Sale-Leasebacks: A Smart Real Estate Strategy in Tough Times
By selling and leasing back real estate, companies can boost liquidity, reduce debt, and create a better environment for doing business.
The Lease Statement
Deal structure matters in these transactions, and can create value. For the optimal outcome, the lease should span at least 10 years, as longer-term leases create more value. The lease rate should be below market value, as the buyer will discount a value higher than that, while a below-market value will be lost. Above-market values can hinder the buyer's ability to finance the transaction.
The lease should include rent increases of approximately 2 percent to 3 percent annually. Increases can be on a yearly basis or in five-year increments. Flat leases over the term negatively affect valuation. Structure the lease as triple net, with the tenant responsible for all expenses, particularly taxes, insurance, and operating expenses. To further increase value, the seller should consider assuming all capital expenses - roof and structure, for instance - especially for longer leases.
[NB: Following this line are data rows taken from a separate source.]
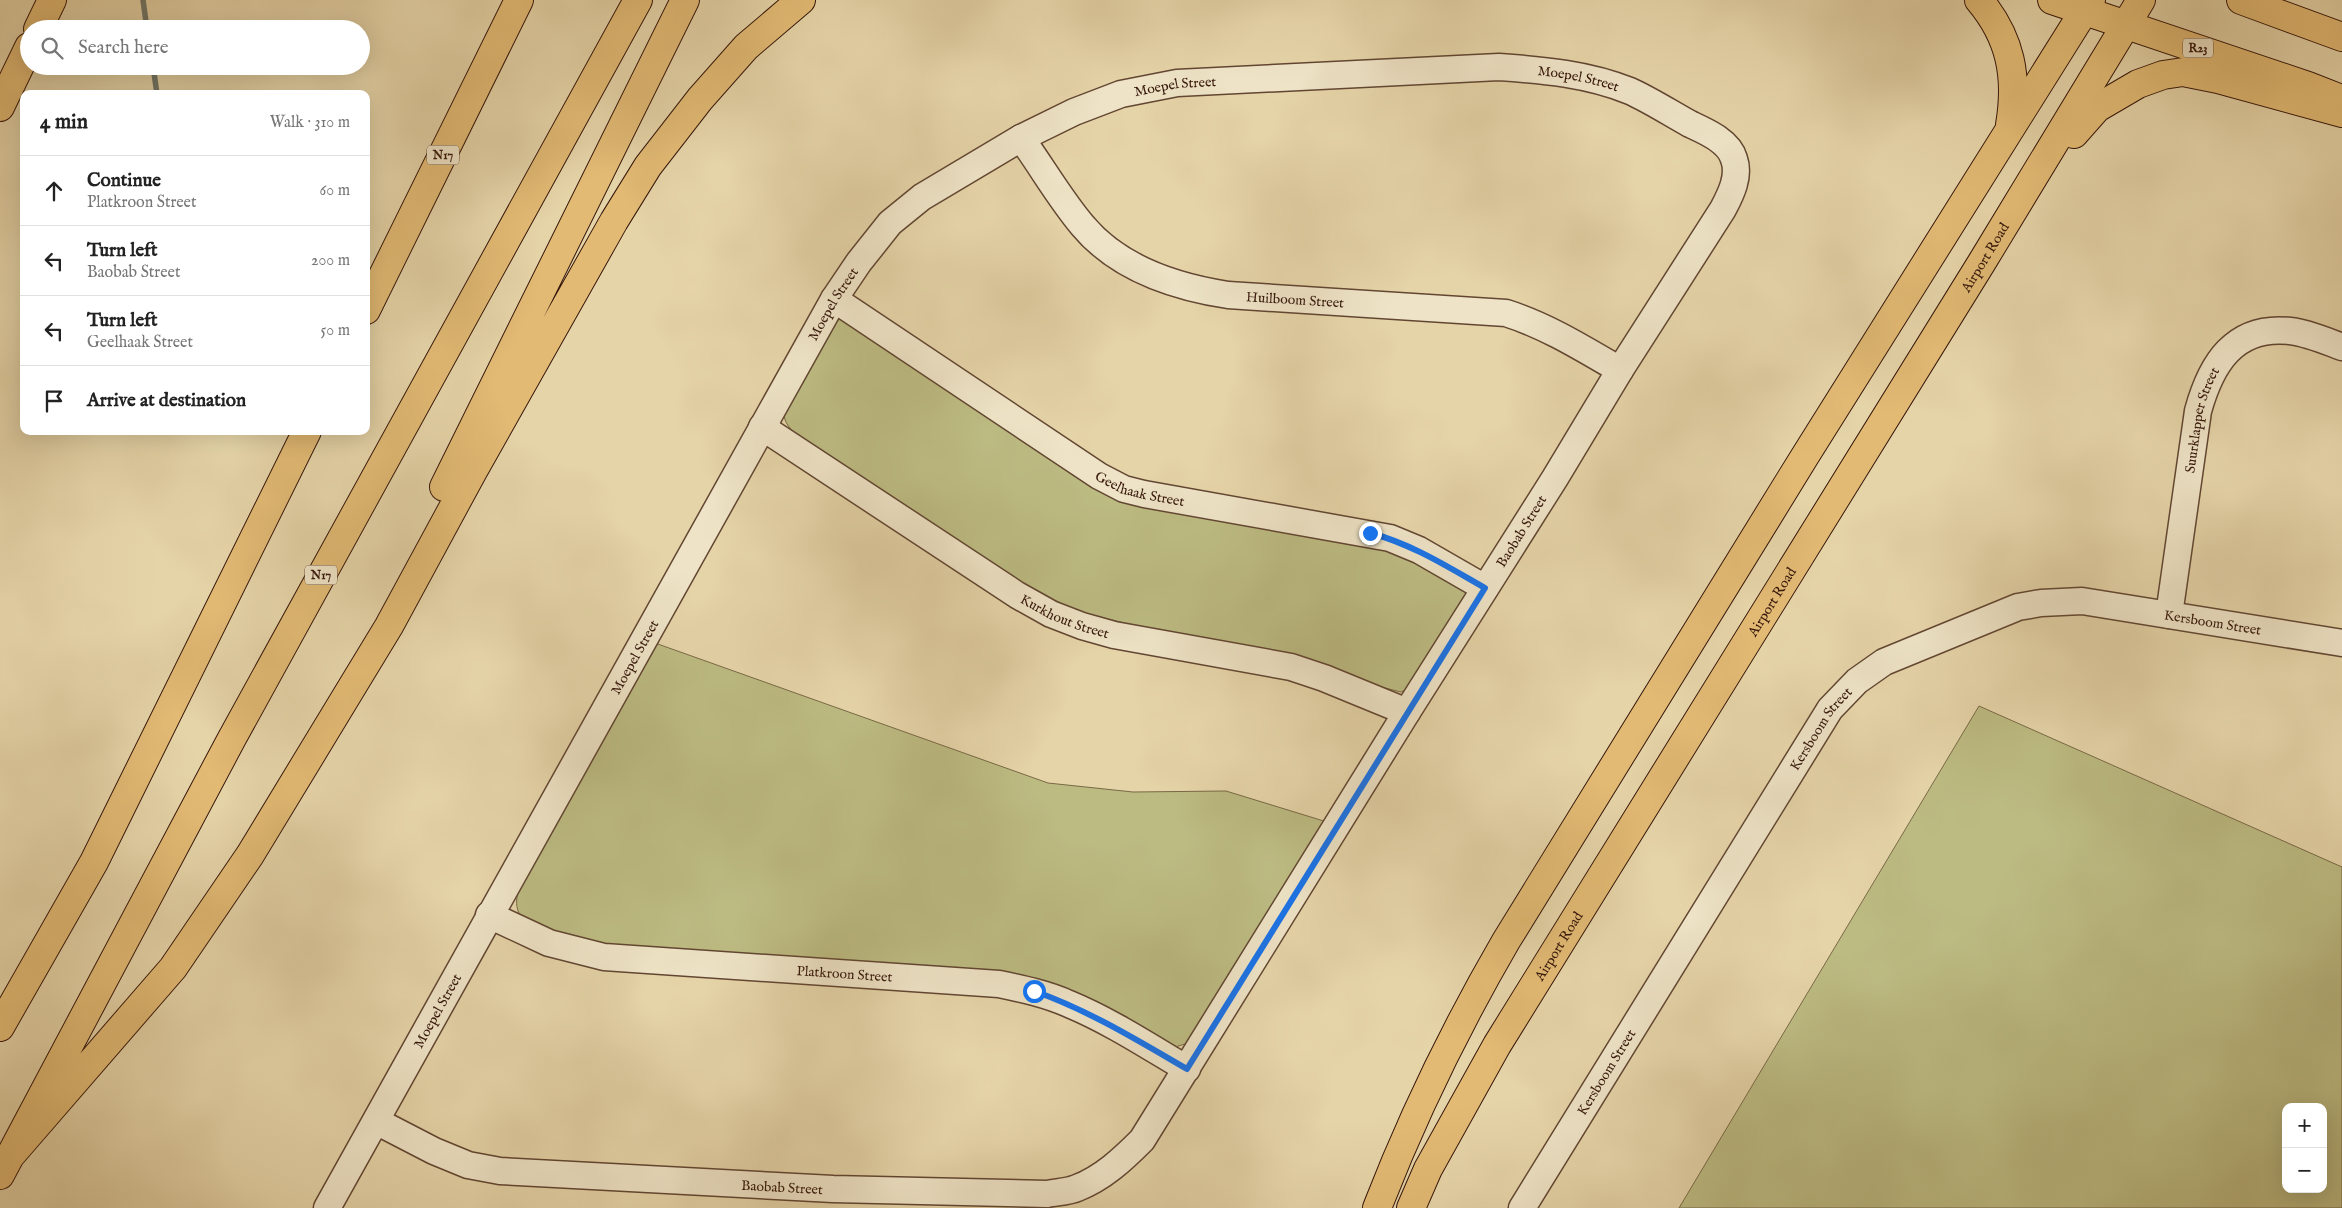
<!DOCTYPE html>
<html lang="en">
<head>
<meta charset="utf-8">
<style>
	:root { --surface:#fff; --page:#f2f2f2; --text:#222; --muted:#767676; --line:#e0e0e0 }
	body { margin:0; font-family:"IM FELL English",serif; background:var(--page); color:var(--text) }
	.controls { position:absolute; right:15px; bottom:15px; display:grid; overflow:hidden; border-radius:10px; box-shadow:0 5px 20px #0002 }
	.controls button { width:45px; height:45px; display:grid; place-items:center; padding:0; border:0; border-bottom:1px solid var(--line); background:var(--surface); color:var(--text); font:25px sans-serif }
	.stop { position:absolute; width:15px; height:15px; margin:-11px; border:4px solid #1a73e8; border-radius:50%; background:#fff }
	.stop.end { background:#1a73e8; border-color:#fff; box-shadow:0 1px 5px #0008 }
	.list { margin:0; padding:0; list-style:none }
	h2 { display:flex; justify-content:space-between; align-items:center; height:65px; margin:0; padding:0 20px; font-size:21px }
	h2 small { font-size:16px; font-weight:400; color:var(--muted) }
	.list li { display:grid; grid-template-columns:32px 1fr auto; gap:15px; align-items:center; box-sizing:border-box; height:70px; padding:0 20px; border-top:1px solid var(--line) }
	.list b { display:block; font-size:19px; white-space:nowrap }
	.list p { margin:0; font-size:16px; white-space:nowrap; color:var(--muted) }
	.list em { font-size:16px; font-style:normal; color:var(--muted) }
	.icon { flex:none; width:28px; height:28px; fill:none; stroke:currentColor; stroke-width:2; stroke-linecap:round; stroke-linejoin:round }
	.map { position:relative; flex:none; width:2342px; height:1208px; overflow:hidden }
	.search { position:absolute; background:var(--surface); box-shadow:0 5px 20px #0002; left:20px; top:20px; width:350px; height:55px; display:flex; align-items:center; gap:12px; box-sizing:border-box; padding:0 18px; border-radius:28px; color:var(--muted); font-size:19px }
	.panel { position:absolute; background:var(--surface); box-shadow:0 5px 20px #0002; left:20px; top:90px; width:350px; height:345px; border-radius:10px }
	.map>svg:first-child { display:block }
	.green { fill:#bcbb82; stroke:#796946; fill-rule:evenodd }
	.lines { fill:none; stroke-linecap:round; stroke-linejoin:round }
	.stream { stroke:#70786a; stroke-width:5.5 }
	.minor-casing { stroke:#624632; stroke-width:29 }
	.major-casing { stroke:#36170b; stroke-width:30 }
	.highway-casing { stroke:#36170b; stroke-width:30 }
	.minor { stroke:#eee3c6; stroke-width:26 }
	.major { stroke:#e2ba74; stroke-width:28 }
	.highway { stroke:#e2ba74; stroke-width:28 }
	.route { stroke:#1a73e8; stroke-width:6 }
	.labels { text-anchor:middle; stroke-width:4; stroke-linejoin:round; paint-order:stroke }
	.shield { fill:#eee3c6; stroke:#6d5443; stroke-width:1 }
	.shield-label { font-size:12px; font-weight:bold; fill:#36170b }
	.street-label { font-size:14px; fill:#36170b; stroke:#eee3c6 }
</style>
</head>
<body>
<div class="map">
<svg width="2342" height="1208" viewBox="0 0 2342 1208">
	<rect width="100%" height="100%" fill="#e5d4a8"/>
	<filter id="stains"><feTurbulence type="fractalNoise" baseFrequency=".004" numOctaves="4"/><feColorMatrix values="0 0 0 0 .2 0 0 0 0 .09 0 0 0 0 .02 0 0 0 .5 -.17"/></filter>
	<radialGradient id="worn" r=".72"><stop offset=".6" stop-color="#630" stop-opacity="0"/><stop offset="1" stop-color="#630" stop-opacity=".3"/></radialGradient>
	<path class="green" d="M850,317L1097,483L1370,538L1463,583L1468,594L1413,687L1401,692L1080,612L1036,592L802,440C795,433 785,426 784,415C784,405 821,334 830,326C836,320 842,318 850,317Z
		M655,643L1048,783L1133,792L1226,791L1327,822L1197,1034L1185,1044L1175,1047L1093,1003L604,949L522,920C517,910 515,904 518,892Z
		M1979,706L2342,867V1208H1679ZM2286,1107H2323V1189H2286Z"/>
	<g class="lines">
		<path class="stream" d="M143,0L147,29
			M153,66L157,94"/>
		<defs>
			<g id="minor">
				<path id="s1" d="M1021,138C1042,167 1060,199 1083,226C1119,269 1176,287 1228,295L1506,313C1547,326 1582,348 1620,370"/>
				<path id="s2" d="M834,299L1099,476L1124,489L1144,494L1390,538L1419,550L1485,588"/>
				<path id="s3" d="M762,427L1017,595L1051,614L1082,626L1114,635L1291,667L1324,678L1407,712"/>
				<path id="s4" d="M2169,615L2198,411C2211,364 2234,325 2290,331C2308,333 2326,341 2342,347"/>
				<path id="s5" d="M489,915L549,943L604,957L999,984C1023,989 1047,994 1069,1004C1110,1021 1148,1046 1187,1069"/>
				<path id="s6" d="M327,1208L834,299L859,262L890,223L922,197L1021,138L1074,112L1121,94L1177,83L1499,67C1543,70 1588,74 1630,91C1650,100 1670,113 1690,124C1705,131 1729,141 1734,159C1740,176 1731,194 1723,209L1620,370L1555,478L1407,712L1142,1140C1123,1159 1103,1178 1077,1188C1068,1192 1056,1192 1047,1194L833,1189L500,1171L468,1165L434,1151L376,1121"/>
				<path id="s7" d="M1522,1208L1830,709L1857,681L1884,662L2018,607L2041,603L2082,601L2342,643"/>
			</g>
			<g id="major">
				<path d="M1979,0C2011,38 2018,77 2010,125"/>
				<path d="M2052,0L2308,86L2341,99"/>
				<path d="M2241,0L2342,37"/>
				<path d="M2074,134L2097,108L2138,84L2163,75L2183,72L2218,79L2342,113"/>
				<path d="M1377,1208C1413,1115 1456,1027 1506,941L1805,456L2091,0"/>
				<path id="s8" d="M1411,1208L1428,1169L1497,1045L1982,262L2141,0"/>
			</g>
			<path id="highway" d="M38,29L52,0
				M0,107L29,47
				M366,310L519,0
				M444,487L685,0
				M0,1027L94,862L307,431
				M11,1155L173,968L250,855L389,626L473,471L614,221L648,166L700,99L746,47L801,0
				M0,1175L231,740L638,0"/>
		</defs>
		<use href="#minor" class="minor-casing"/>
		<use href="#major" class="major-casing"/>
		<use href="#highway" class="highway-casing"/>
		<use href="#minor" class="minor"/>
		<use href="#major" class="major"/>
		<use href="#highway" class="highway"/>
	</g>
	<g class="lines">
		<path class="route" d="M1034,991C1088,1010 1137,1040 1187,1069L1485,588C1448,567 1412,544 1370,533"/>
	</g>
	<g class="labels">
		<g class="shield">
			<rect x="2183" y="38.5" width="30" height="19" rx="4"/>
			<rect x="427" y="145.5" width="32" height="19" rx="4"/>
			<rect x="305" y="565.5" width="32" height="19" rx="4"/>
		</g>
		<g class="shield-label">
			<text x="2198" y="52">R23</text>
			<text x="443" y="159">N17</text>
			<text x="321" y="579">N17</text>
		</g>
		<g class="street-label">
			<text dy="5" stroke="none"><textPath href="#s6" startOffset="1861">Moepel Street</textPath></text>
			<text dy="5" stroke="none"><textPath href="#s6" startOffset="1456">Moepel Street</textPath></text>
			<text dy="5" stroke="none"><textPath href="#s8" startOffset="1111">Airport Road</textPath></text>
			<text dy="5" stroke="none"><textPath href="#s1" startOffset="339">Huilboom Street</textPath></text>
			<text dy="5" stroke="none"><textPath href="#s6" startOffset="1036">Moepel Street</textPath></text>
			<text dy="5" stroke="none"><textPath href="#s4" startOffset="198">Suurklapper Street</textPath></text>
			<text dy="5" stroke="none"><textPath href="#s2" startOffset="362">Geelhaak Street</textPath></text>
			<text transform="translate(1521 531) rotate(-58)" y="5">Baobab Street</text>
			<text dy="5" stroke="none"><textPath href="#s8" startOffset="706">Airport Road</textPath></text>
			<text dy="5" stroke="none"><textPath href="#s3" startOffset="358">Kurkhout Street</textPath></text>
			<text dy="5" stroke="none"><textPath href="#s7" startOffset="1000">Kersboom Street</textPath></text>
			<text dy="5" stroke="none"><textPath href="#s6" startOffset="631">Moepel Street</textPath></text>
			<text dy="5" stroke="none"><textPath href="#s7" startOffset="565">Kersboom Street</textPath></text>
			<text dy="5" stroke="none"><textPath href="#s8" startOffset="301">Airport Road</textPath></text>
			<text dy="5" stroke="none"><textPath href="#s5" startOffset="364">Platkroon Street</textPath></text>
			<text dy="5" stroke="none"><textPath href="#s6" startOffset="226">Moepel Street</textPath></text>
			<text dy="5" stroke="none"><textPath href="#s7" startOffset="160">Kersboom Street</textPath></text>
			<text transform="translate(782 1187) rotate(3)" y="5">Baobab Street</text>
		</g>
	</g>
	<rect width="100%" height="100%" filter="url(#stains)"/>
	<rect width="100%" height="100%" fill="url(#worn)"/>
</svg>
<div class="controls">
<button>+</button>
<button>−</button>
</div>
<div class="stop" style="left:1034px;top:991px"></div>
<div class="stop end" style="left:1370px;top:533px"></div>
<div class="search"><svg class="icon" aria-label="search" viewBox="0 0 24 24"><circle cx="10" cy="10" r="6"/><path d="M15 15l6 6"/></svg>Search here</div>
<section class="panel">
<h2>4 min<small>Walk · 310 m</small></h2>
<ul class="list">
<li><svg class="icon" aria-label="ahead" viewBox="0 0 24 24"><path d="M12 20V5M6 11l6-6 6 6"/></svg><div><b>Continue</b><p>Platkroon Street</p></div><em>60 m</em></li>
<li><svg class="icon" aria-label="left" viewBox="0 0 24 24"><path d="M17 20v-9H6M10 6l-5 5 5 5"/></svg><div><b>Turn left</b><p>Baobab Street</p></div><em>200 m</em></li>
<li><svg class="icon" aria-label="left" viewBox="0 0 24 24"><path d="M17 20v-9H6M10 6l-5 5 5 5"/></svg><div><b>Turn left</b><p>Geelhaak Street</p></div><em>50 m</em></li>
<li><svg class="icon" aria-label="arrive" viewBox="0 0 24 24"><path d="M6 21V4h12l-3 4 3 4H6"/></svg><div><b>Arrive at destination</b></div></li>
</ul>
</section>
</div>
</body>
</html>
When an organization decides to sell a property, it should use an experienced corporate services and investment real estate broker to help develop and implement the disposition strategy. If that strategy has been well structured and the asking price is at market, the time to close the sale could be as fast as 90 days. An even shorter timeframe is possible if the seller is responsive to the buyer's needs.
Pros and Cons
Sale-leaseback transactions offer significant advantages to the seller's organization:
• Non-liquid assets become liquid cash.
• Cash replaces capital assets on the balance sheet.
• Any debt associated with the real estate is removed from the balance sheet.
• Debt-to-equity ratios improve.
• Lease payments are deductible as expenses.
But there are drawbacks. Generally accepted accounting principles require gains from a sale-leaseback transaction to be deferred from profit and amortized over the period of leaseback. Losses from these transactions must be recognized immediately. Proposed new accounting standards will require lessees to recognize future rent payments as liabilities. And there may be tax liabilities that reduce the sale's net proceeds.
Other negative effects could include the seller's loss of flexibility in the future use of the real estate sold and leased back. As a tenant, they commit to a site at the lease's cost and terms. The company may have to move when the lease expires, unless the lease addresses renewal options. The seller will face penalties if vacating early. And the building's future appreciation accrues to the buyer.